(Closed) Long Term couple not living together – 1 invite or separate invites

posted 7 years ago in Paper
  • poll: How should I invite this couple
    Separate invite : (7 votes)
    14 %
    1 invite - to him with her name under : (17 votes)
    33 %
    1 invite - to her with his name under : (23 votes)
    45 %
    Other - explanation below : (4 votes)
    8 %
  • Post # 3
    Member
    1723 posts
    Bumble bee
    • Wedding: June 2012

    My Fiance and I have been together for a while but live separately and we always just get one with the other’s name on it.

    Post # 5
    Member
    4582 posts
    Honey bee
    • Wedding: October 2011

    We ran into this when sending Save the Dates and we just sent them to the male friend’s address with his girlfriend’s name on the second line.

    Post # 6
    Member
    1287 posts
    Bumble bee
    • Wedding: February 2011

    I agree with sending them just one invitation, maybe you could just call them up and ask what would be easiest for them? (or ask them next time you see them)

    Post # 7
    Member
    369 posts
    Helper bee
    • Wedding: April 2011

    Send it to HER! If my husband received the invite while we lived apart, we never would have gone to the wedding for he would have forgotten about it. Unless he’s a very conscientious man, he is not going to even know to send an rsvp. Don’t mean to stereotype, but I’m just sayin’.

    Post # 8
    Member
    2600 posts
    Sugar bee
    • Wedding: June 2011

    I would just send it to her with his name on the 2nd line.  We did that for a few people on our list.  Who knows if it’s to the letter proper etiquette, but it seemed the most natural option and worked for us. 

    Good luck 🙂

    Post # 9
    Member
    1041 posts
    Bumble bee
    • Wedding: November 2012

    One should be fine. But to the one that would be most likely to RSVP

    Post # 10
    Member
    1698 posts
    Bumble bee

    According to rigourous correct form, you send one invitation to each member of the couple unless they live together. This is because, according to the most formal standard, every guest must receive equal treatment: as far as the invitations go each guest must be addressed by his or her own name, and receive the invitation at his or her own address. This gets around the problem of having to decide which member of the couple to send the invitation to, and prevents you from following stereotypes which some diligent courteous gentlemen (or, for that matter, some free-wheeling etiquette-spurning women) might find offensive.

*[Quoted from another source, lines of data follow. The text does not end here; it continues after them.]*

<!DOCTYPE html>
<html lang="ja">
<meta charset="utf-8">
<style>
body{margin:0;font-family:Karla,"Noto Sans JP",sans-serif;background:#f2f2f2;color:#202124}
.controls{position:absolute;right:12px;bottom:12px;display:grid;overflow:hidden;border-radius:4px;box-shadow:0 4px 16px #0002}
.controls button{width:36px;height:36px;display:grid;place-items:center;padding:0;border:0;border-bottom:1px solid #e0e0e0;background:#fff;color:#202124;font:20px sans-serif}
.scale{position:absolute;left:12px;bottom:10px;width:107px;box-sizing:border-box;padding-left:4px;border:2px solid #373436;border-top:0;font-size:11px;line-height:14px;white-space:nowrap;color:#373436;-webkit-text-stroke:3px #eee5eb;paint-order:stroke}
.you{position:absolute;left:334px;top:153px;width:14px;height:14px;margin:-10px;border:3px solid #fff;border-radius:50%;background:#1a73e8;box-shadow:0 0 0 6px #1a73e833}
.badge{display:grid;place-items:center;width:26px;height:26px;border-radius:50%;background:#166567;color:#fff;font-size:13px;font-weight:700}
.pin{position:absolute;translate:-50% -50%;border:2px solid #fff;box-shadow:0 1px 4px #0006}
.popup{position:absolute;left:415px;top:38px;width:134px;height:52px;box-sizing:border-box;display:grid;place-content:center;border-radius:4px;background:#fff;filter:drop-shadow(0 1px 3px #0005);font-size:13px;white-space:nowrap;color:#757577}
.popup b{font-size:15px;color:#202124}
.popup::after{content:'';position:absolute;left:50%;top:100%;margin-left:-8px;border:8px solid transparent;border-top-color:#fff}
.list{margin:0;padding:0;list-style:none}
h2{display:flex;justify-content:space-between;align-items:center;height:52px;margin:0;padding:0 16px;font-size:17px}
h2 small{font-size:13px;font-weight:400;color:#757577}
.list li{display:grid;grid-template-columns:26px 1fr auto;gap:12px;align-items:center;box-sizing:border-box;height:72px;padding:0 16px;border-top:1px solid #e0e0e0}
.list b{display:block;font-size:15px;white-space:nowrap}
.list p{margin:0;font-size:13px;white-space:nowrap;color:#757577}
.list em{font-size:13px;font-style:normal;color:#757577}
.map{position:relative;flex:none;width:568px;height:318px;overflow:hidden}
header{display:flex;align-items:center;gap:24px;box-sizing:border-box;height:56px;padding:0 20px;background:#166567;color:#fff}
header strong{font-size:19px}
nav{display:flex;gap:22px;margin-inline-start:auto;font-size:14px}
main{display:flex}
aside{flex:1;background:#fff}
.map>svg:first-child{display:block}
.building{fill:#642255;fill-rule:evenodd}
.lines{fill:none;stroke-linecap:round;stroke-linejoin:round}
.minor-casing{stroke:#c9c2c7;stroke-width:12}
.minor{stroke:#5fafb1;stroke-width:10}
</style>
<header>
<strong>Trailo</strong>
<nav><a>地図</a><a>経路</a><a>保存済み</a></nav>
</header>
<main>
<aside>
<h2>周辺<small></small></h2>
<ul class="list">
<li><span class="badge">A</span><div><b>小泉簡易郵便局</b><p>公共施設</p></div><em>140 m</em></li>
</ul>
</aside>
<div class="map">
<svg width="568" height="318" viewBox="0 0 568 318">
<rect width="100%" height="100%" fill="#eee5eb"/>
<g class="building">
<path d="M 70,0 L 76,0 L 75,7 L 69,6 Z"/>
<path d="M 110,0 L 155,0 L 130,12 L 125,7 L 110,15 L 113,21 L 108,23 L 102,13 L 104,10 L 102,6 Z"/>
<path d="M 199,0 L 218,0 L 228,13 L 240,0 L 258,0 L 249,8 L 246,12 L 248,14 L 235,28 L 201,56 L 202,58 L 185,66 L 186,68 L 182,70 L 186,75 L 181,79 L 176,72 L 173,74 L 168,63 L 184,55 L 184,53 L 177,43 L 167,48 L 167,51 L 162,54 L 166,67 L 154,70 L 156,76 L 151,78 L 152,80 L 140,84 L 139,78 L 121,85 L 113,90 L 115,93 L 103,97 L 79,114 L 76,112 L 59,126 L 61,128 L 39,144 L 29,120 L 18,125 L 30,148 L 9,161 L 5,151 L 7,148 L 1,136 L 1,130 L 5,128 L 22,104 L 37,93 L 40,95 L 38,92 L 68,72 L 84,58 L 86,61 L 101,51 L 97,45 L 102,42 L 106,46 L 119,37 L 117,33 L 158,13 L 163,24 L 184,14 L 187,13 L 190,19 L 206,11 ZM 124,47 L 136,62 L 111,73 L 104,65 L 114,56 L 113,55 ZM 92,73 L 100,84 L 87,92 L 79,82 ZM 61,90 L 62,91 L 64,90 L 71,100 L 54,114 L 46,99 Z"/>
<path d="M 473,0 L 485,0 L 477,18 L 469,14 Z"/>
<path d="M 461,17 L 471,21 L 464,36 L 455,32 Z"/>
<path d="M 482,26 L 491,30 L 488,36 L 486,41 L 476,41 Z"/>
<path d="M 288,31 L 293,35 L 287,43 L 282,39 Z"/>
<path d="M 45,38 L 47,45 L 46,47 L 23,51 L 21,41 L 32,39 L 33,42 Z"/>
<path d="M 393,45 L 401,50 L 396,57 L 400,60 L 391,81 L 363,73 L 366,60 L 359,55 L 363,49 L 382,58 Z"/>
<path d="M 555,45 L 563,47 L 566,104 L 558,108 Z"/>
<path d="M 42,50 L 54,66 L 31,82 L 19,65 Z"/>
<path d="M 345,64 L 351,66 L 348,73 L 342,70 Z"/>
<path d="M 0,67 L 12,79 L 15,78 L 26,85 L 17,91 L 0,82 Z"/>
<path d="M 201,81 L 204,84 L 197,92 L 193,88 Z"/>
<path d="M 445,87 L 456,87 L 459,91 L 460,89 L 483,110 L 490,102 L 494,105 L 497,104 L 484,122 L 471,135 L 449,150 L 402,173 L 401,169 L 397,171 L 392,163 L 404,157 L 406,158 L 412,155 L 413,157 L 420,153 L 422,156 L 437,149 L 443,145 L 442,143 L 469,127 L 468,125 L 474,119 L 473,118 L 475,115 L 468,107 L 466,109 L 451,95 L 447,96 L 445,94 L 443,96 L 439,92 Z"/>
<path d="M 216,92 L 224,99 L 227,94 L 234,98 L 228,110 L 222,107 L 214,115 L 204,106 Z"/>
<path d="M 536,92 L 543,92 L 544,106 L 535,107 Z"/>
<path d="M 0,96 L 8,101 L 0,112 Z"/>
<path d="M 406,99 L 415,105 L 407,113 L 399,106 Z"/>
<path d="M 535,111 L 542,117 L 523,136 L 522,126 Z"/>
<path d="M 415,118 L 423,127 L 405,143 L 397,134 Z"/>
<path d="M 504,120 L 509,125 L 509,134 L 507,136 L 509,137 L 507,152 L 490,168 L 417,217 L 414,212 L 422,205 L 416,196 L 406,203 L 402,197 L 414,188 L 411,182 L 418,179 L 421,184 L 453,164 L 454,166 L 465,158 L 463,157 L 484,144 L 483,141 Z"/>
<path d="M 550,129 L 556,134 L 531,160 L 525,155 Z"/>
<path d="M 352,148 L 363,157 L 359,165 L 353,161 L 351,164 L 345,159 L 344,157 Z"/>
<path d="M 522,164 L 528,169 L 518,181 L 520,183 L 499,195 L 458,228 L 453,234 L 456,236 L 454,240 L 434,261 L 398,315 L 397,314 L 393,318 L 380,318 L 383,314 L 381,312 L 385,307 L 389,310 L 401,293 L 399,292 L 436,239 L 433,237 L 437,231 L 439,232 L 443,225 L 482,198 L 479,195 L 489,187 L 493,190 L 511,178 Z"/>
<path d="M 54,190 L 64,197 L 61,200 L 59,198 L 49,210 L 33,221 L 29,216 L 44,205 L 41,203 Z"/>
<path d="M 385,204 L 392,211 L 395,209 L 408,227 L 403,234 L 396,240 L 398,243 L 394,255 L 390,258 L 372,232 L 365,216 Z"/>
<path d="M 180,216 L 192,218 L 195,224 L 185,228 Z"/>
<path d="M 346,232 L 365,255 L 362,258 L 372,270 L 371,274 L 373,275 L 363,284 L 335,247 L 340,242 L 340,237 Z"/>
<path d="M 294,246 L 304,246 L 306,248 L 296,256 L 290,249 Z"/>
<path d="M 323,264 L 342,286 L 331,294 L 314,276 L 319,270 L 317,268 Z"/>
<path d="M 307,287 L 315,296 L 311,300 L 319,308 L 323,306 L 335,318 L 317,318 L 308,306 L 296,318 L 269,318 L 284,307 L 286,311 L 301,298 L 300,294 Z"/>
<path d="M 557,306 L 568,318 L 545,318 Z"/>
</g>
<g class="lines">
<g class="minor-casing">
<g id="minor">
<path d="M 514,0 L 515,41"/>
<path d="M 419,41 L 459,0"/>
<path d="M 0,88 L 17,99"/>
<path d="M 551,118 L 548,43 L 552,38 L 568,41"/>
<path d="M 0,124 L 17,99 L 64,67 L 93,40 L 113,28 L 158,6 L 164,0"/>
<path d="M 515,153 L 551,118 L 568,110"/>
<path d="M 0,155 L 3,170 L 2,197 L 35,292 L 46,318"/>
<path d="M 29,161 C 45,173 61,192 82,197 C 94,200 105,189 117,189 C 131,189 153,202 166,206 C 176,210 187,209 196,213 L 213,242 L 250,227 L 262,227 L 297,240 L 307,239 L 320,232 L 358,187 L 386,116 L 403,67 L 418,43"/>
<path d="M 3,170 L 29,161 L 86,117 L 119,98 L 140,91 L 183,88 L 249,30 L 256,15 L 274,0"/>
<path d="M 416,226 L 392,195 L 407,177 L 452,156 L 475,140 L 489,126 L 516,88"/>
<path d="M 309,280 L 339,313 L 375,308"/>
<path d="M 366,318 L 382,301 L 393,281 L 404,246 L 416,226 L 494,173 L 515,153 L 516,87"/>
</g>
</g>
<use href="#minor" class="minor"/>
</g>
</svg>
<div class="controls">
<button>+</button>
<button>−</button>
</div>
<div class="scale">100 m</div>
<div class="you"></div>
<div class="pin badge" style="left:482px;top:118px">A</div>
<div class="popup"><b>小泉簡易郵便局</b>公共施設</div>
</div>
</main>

    It also gets around the problem of trying to figure out who wanted the beef and who the chicken when you get a response back for “2” with both options checked, or of trying to figure out which one is coming and which one isn’t, if you get a response back for “1”. Of course, if you were following rigourously correct form these wouldn’t be problems anyway because rigourously correct form doesn’t include R.s.v.p. cards. But I thought I might give you some practical considerations that might matter even if you don’t care about what’s “correct” or not.

    Post # 12
    Member
    1698 posts
    Bumble bee

    @unixfairy: Fortunately, I have reached the coveted status of “respectable old spinster lady”, so that my young relatives and acquaintances who are in long-term relationships of the non-marital variety tend to hope that I have NOT noticed their status. (They apparently forget that those of us who were at college back in the ‘sixties were  inventing the sexual revolution, letting it all hang out, and making love not war.) They tend to feel relief that they’ve pulled the wool over my eyes, rather than resentment, when I follow correct form. And, I like to feel that my efforts accustom them enough to what’s proper, that it may smooth the way a bit for younger women like you to do the same.

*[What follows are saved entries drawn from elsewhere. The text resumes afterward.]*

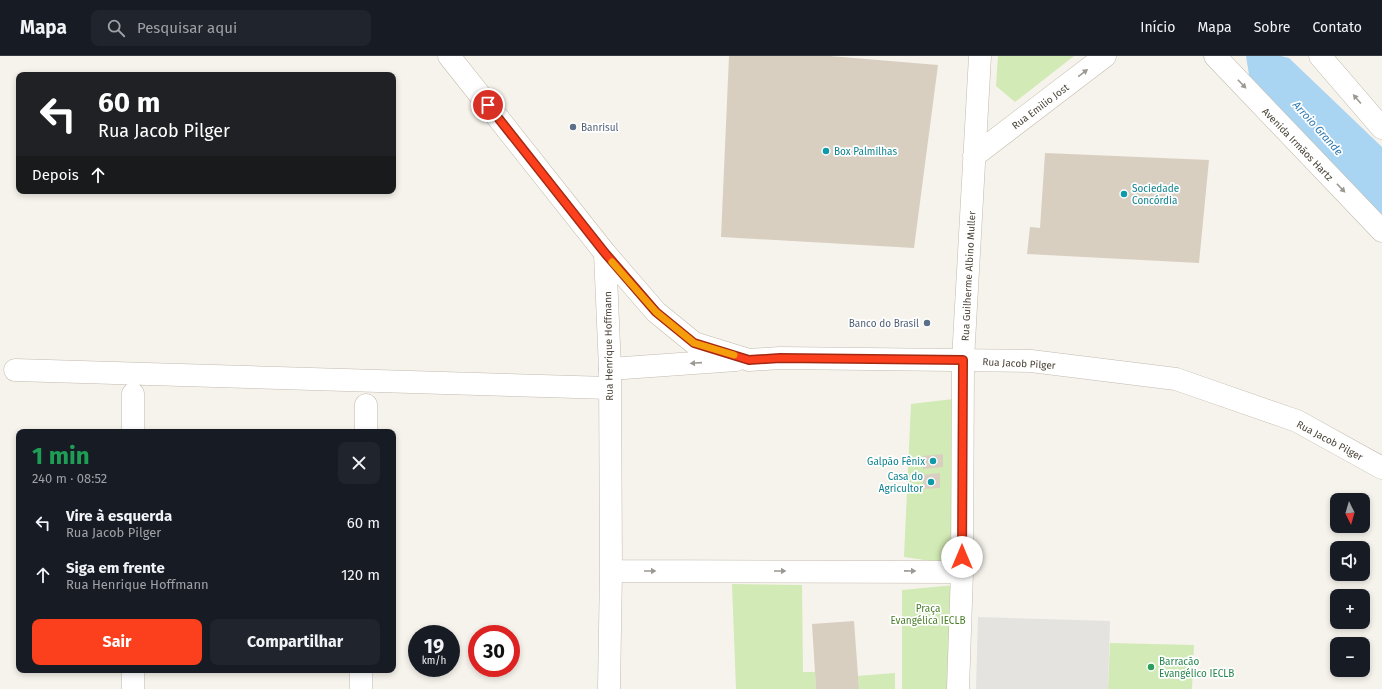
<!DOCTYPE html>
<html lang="pt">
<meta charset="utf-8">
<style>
:root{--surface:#171b24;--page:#20242c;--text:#f1f3f6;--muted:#9ea1a6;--line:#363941;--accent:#fc3f1d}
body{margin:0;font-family:"Fira Sans",sans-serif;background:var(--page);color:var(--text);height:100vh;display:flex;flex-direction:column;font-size:15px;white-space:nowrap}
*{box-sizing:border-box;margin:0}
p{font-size:13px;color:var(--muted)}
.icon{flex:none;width:22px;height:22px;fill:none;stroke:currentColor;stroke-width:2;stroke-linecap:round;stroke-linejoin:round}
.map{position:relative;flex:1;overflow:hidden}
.sheet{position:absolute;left:16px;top:373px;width:380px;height:244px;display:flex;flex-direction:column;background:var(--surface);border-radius:8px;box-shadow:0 2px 6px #0003}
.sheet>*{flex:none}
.top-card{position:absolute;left:16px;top:16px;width:380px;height:122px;border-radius:8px;box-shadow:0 2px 6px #0003;background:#202124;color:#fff;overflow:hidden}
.needle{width:26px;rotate:175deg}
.fabs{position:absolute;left:1330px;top:437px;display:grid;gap:8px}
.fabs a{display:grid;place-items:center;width:40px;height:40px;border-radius:8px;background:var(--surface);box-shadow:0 2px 6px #0003;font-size:20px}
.speed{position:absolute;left:408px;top:569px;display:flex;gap:8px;font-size:20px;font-weight:700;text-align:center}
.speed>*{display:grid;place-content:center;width:52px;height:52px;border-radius:50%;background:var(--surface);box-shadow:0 2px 6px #0003;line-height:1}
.speed small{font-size:10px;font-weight:400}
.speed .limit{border:6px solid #d22;background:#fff;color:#111}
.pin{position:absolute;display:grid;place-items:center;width:34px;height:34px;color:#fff;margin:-17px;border:2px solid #fff;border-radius:50%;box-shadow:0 1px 4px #0007}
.me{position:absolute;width:44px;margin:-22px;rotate:0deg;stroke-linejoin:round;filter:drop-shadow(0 0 3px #0008)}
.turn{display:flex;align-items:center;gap:14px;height:84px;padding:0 16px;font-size:18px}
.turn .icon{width:52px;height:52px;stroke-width:2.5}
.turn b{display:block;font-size:28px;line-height:34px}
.then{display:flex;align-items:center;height:38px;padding:0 16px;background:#0003;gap:8px;font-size:15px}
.round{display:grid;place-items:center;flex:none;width:42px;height:42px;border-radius:8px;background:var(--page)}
.headline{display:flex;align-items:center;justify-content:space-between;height:68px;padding:0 16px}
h1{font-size:24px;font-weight:700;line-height:30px;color:#1e9e55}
.button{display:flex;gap:8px;margin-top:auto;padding:8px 16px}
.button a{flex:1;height:46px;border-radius:8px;background:var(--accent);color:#fff;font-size:16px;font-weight:700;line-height:46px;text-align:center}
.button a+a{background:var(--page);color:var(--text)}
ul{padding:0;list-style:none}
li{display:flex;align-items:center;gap:12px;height:52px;padding:0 16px}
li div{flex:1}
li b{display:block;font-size:15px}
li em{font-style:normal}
header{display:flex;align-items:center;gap:24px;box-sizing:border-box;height:56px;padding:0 20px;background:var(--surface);border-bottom:1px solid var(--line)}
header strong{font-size:19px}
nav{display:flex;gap:22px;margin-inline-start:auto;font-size:14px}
.search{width:280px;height:36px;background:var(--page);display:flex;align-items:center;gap:10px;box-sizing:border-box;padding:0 14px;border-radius:8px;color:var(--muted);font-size:15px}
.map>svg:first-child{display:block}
</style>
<header>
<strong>Mapa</strong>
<div class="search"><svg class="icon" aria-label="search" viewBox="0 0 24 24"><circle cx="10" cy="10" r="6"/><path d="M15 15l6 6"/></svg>Pesquisar aqui</div>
<nav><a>Início</a><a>Mapa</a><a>Sobre</a><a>Contato</a></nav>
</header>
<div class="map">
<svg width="1382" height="633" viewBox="0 0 1382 633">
<rect width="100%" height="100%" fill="#f6f3ec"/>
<path fill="#d2eab5" d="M998,0H1074L1015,46L996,30Z
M953,343L952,508L904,501L911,348Z
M732,528L802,529L803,616H815L816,633H736Z
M955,529L951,633H902V534Z
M1110,587L1194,589L1192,633H1108Z
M895,617V633H859L858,620Z"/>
<path fill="#e5e3e0" d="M978,561L1110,565L1108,633H976Z"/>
<path fill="#a9d4f2" d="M1246,0H1281L1289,2L1382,91V168L1251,31Z"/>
<path fill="#d8cfc1" d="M729,0H830L938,9L914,192L721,181Z
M1045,97L1209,104L1199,207L1027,198L1030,171L1040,172Z
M943,398V411L923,413V400Z
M940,417V432L923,433V419Z
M854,565L859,633H816L812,568Z"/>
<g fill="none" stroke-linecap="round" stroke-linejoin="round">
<defs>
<path id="minor" d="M974,100L1105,0
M605,197L610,313L611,515L609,633
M15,314L609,332
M133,338V376
M366,376V349
M611,515L962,516
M133,614V633
M361,633V614
M958,633L962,516L963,304L980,0"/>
<path id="tertiary" d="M449,0L605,197L656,256L694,287L749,304L780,302L1031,305L1176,323L1297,365L1382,412
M1215,0L1382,175
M1320,0L1382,72
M610,313L736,304"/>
</defs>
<use href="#minor" stroke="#c2bbae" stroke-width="23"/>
<use href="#tertiary" stroke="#c2bbae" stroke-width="23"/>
<use href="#minor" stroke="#fff" stroke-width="22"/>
<use href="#tertiary" stroke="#fff" stroke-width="22"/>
</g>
<defs><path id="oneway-solid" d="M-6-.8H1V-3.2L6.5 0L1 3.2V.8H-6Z"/></defs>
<g fill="#9c9892">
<use href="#oneway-solid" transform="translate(1083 17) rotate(-37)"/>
<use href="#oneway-solid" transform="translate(1242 28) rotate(46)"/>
<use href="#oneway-solid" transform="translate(1357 43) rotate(-131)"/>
<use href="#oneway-solid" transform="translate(1341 132) rotate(46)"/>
<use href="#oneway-solid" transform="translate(696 307) rotate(176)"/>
<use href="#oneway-solid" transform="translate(650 515)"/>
<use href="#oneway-solid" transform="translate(780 515)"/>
<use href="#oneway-solid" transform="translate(910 515) rotate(1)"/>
</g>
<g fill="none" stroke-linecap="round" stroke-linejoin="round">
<defs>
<path id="route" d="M488,49L605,197L656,256L694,287L749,304L780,302L963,304L962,501"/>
</defs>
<use href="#route" stroke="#a42913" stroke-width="10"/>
<use href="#route" stroke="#fc3f1d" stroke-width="7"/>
<path stroke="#f59e0b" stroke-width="7" d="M612,206L656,256L694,287L734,299"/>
</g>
<g fill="#5c6f8a" stroke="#fff" stroke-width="1.5">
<circle cx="573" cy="71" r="4"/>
<circle cx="927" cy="267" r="4"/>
</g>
<g fill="#0f9aa8" stroke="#fff" stroke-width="1.5">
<circle cx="826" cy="95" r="4"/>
<circle cx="1124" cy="138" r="4"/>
<circle cx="933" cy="405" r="4"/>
<circle cx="931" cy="426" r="4"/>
</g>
<circle fill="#2e9e5b" stroke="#fff" stroke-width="1.5" cx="1151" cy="611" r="4"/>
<g text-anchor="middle" stroke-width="3.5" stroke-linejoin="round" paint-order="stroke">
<g font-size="10" fill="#4b4439" stroke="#fff">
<text transform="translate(1040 50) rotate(-37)" y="4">Rua Emilio Jost</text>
<text transform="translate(1298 88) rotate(46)" y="4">Avenida Irmãos Hartz</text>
<text transform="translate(968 220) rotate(-87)" y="4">Rua Guilherme Albino Muller</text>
<text transform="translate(608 290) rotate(-91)" y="4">Rua Henrique Hoffmann</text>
<text transform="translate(1019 307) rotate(3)" y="4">Rua Jacob Pilger</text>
<text transform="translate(1330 384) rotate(28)" y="4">Rua Jacob Pilger</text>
</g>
<g font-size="10" fill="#4e5e75" stroke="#fff" text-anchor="start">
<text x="581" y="75">Banrisul</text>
<text x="919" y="271" text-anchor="end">Banco do Brasil</text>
</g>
<g font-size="10" fill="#0d838f" stroke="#fff" text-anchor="start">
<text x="834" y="99">Box Palmilhas</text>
<text x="1132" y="136">Sociedade<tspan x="1132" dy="12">Concórdia</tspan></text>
<text x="925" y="409" text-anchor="end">Galpão Fênix</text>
<text x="923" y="424" text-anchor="end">Casa do<tspan x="923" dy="12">Agricultor</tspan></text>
</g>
<g font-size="10" fill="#4a7f2a" stroke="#fff">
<text x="928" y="556">Praça<tspan x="928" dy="12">Evangélica IECLB</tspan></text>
</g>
<g font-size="10" fill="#27864d" stroke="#fff" text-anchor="start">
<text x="1159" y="609">Barracão<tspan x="1159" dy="12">Evangélico IECLB</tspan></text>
</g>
<g font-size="11" font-style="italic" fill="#2e7ab2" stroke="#fff">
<text transform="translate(1318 72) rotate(48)" y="4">Arroio Grande</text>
</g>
</g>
</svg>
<div class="fabs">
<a><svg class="needle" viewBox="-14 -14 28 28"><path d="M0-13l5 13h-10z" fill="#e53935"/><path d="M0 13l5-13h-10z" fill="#9ea1a6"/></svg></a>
<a><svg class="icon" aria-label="sound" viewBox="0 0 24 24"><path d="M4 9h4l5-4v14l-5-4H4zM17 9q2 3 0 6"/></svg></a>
<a>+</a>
<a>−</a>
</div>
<div class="speed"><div>19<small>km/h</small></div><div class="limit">30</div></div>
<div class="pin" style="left:488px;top:49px;background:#d93025"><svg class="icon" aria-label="arrive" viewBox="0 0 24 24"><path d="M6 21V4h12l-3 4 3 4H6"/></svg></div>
<svg class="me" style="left:962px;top:501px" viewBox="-20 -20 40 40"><circle r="19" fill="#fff"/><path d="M0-13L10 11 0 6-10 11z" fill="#fc3f1d"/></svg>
<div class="top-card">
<div class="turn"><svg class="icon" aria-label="left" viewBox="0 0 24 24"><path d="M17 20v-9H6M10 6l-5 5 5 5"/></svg><div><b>60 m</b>Rua Jacob Pilger</div></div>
<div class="then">Depois<svg class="icon" aria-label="ahead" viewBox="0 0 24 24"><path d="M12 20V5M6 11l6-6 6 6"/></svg></div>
</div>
<section class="sheet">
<div class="headline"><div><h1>1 min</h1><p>240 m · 08:52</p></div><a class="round"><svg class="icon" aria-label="close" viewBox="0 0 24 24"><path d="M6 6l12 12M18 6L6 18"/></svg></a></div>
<ul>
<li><svg class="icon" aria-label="left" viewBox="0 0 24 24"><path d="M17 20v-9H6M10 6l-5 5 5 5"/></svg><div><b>Vire à esquerda</b><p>Rua Jacob Pilger</p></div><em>60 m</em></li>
<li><svg class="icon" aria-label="ahead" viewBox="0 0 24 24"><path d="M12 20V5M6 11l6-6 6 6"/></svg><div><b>Siga em frente</b><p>Rua Henrique Hoffmann</p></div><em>120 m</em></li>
</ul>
<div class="button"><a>Sair</a><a>Compartilhar</a></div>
</section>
</div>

    I’ve (rarely) heard people mention their filing systems, too, but they get little sympathy. This is 2011, after all. If convenient record keeping matters so much to them, they’d be far better of with a spreadsheet.

    Post # 13
    Member
    3981 posts
    Honey bee
    • Wedding: July 2011

    We had this same situation but we just sent it to him because he is closer to us than she is but addressed it to both of them. Easier that way.

    Post # 15
    Member
    7587 posts
    Bumble Beekeeper
    • Wedding: December 2010

    I had one like this I just sent it to him with her name on the invitation too. They don’t live together but she stays at his place a lot.

    Post # 16
    Bee
    2362 posts
    Buzzing bee
    • Wedding: June 2010 - New York Botanical Garden

    That’s so cute – problem solved, I guess!